Austin’s Creative Economy strategy should include –
- Creating infrastructure for innovation. The upgrades to Austin Studios are an important start. A Creative Economy Incubator modeled on the Sundance Institute’s incubators for independent filmmakers would build on these new cutting edge facilities to create a vibrant creative economy ecosystem.
- Recruiting new jobs and retaining existing companies. The loss of our local film talent to Shreveport shows what happens when your existing jobs move away. We will need elected leaders to personally recruit creative economy employers. We will need expanded incentives to recruit films and TV series. We will need to recruit video game and music publishers and firms with expertise in digital media distribution to empower local creative artists.
- Empowering people through job training. Austin filmmaker Juan Garcia writes, “Austin can create more opportunities in film/digital media by focusing funding efforts and research into new and emergent media technology in both the K-12 and college levels. A solid educational foundation in media literacy is the key to producing more creative/high tech jobs in Central Texas.”
- Practicing unity and intense cooperation. Again, filmmaker Juan Garcia say it best: “With the many high tech industries already calling Austin home, filmmakers, educators, engineers and researchers alike could combine efforts to make this city one of the top global centers of digital media.”
Our community’s creativity is central to Austin’s uniqueness, to Austin’s national image and to our quality of life.
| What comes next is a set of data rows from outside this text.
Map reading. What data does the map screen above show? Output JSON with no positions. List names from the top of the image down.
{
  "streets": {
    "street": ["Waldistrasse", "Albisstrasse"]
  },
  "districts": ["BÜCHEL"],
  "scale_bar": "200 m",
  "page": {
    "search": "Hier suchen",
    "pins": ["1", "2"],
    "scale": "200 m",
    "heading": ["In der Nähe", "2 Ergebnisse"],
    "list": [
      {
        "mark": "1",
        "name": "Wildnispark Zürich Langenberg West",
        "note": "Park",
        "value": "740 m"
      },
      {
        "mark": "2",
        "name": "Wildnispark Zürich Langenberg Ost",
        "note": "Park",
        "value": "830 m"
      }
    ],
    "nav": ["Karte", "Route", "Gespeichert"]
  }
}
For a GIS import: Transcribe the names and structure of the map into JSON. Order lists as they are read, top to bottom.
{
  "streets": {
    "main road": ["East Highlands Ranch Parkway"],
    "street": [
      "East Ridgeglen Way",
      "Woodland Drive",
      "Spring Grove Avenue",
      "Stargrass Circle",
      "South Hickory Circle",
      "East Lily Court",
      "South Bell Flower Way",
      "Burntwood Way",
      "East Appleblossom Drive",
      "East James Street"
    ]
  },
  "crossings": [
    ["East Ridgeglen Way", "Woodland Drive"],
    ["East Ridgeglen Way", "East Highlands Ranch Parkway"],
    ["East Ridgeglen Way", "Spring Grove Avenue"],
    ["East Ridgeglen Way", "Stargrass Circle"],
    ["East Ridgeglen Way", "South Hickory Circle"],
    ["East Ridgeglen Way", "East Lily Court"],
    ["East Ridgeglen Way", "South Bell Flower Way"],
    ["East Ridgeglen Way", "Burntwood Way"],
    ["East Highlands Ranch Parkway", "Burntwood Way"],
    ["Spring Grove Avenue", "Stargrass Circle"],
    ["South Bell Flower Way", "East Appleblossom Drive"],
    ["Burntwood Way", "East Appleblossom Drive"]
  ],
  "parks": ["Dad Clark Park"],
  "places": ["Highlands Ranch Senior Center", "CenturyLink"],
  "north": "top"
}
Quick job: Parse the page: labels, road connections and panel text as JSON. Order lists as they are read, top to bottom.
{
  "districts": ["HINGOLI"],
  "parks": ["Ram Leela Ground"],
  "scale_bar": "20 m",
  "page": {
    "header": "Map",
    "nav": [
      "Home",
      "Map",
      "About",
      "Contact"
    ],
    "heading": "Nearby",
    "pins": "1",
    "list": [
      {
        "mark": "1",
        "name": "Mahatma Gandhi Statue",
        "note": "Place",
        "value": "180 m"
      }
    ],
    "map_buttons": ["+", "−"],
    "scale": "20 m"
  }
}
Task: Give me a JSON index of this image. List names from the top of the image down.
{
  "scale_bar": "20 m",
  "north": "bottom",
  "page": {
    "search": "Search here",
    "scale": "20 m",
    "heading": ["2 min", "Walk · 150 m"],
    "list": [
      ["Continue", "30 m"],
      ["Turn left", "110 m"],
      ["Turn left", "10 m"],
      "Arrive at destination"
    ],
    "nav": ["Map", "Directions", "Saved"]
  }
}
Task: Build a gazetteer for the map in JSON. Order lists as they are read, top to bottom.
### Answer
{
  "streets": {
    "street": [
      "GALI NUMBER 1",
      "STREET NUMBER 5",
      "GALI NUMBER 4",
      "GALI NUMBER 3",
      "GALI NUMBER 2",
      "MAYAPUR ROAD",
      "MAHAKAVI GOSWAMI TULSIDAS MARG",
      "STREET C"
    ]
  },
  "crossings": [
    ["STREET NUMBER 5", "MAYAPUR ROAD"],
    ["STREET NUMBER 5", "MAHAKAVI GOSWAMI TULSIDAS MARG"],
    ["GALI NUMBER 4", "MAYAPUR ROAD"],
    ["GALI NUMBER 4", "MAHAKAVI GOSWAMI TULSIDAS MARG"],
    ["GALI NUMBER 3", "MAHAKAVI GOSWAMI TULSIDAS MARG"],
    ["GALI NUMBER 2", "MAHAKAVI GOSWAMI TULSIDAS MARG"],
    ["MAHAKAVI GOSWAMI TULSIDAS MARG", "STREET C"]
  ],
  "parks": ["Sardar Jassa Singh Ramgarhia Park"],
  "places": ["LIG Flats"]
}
If we simply try to hunker down during this period of economic turbulence, we could find ourselves losing much of what gives Austin an economic advantage and which gives our community its soul.
If we have the vision to lead in the creative economy, however, our future will not only be brighter and more prosperous. The Austin of our future will still feel like the offbeat, eclectic and unapologetically weird Austin of today.
Second chapters
After I finished my first novel, I started my second novel. My first novel was a thriller titled South by Southwest; my second was very different. It is a very personal delayed coming of age story set in my hometown of Corpus Christi titled All My Friends Are Becoming Surfers for Jesus.
I was 110 pages into it when my son Ford was born. That’s when the combination of being a sleep-deprived dad, practicing law and serving on the city council made my calling as a writer to take a hiatus.
I still think about the book all the time, and I’ve tried to pick up writing again a couple of times. But when it comes to writing fiction, the toughest thing about elected office is all the breakfasts you have to attend – it becomes practically impossible to reliably carve an hour out each morning.
My fiction writing will be something waiting for me when I have finished my elected service. In the meantime, I really miss that hour each morning of quiet contemplation and creating.